Non-perturbative effects in the energy-energy correlation

TL;DR

This paper extends the perturbative calculation of the energy-energy correlation in electron-positron annihilation by including leading non-perturbative effects using the dispersive method, revealing how these contributions scale with energy.

Contribution

It introduces a method to incorporate leading non-perturbative power corrections into the energy-energy correlation analysis, linking them to other observables through a universal strong coupling hypothesis.

Findings

Non-perturbative 1/Q contributions from quark-gluon correlations.

Smaller logarithmic non-perturbative effects from quark-antiquark correlations.
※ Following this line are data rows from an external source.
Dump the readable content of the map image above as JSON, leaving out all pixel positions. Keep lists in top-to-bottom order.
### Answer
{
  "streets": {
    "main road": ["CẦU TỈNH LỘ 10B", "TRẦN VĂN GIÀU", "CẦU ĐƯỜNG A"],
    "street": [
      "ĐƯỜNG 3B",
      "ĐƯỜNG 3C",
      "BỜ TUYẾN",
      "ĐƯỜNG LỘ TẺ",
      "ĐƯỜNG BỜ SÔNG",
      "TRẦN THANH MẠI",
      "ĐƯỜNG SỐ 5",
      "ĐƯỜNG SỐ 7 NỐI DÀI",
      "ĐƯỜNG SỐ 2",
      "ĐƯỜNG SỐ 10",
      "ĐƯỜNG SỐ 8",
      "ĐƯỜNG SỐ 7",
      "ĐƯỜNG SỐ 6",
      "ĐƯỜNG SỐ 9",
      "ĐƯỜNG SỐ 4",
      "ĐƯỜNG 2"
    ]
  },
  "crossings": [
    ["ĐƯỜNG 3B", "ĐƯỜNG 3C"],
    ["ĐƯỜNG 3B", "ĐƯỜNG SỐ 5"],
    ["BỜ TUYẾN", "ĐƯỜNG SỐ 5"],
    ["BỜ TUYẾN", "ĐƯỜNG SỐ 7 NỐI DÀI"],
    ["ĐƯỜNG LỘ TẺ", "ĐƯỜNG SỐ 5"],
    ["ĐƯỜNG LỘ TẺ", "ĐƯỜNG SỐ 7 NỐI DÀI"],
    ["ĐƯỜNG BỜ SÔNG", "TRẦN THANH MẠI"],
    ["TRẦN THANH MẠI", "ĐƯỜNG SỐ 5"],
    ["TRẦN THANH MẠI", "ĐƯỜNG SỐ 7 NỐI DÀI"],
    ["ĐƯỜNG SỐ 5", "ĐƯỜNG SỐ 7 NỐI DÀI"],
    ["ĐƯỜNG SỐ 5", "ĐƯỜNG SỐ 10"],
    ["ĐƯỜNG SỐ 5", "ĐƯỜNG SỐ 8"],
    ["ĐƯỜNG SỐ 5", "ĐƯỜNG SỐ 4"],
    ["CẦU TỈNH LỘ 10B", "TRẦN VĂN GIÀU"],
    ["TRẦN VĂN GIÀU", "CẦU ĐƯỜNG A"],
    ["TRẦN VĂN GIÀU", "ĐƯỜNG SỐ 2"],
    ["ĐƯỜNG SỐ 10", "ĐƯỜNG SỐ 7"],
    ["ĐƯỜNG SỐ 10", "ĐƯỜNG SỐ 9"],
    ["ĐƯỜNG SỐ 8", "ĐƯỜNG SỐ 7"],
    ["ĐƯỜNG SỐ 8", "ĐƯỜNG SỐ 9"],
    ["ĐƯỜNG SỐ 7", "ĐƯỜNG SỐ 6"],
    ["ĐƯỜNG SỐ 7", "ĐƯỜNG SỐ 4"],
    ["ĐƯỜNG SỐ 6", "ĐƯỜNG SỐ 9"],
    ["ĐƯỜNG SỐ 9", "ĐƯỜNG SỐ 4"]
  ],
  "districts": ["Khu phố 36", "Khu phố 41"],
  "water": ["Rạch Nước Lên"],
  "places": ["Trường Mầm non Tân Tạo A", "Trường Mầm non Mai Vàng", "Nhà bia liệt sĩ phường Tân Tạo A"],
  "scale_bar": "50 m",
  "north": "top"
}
Slower decrease of power-suppressed contributions in the back-to-back region.

Abstract

The fully resummed next-to-leading-order perturbative calculation of the energy-energy correlation in $e^+e^-$ annihilation is extended to include the leading non-perturbative power-behaved contributions computed using the ``dispersive method'' applied earlier to event shape variables. The correlation between a leading (anti)quark and a gluon produces a non-perturbative 1/Q contribution, while non-perturbative effects in the quark-antiquark correlation give rise to a smaller contribution $\ln Q^2/Q^2$. In the back-to-back region, the power-suppressed contributions actually decrease much more slowly, as small non-integer powers of 1/Q, as a result of the interplay with perturbative effects. The hypothesis of a universal low-energy form for the strong coupling relates the coefficients of these contributions to those measured for other observables.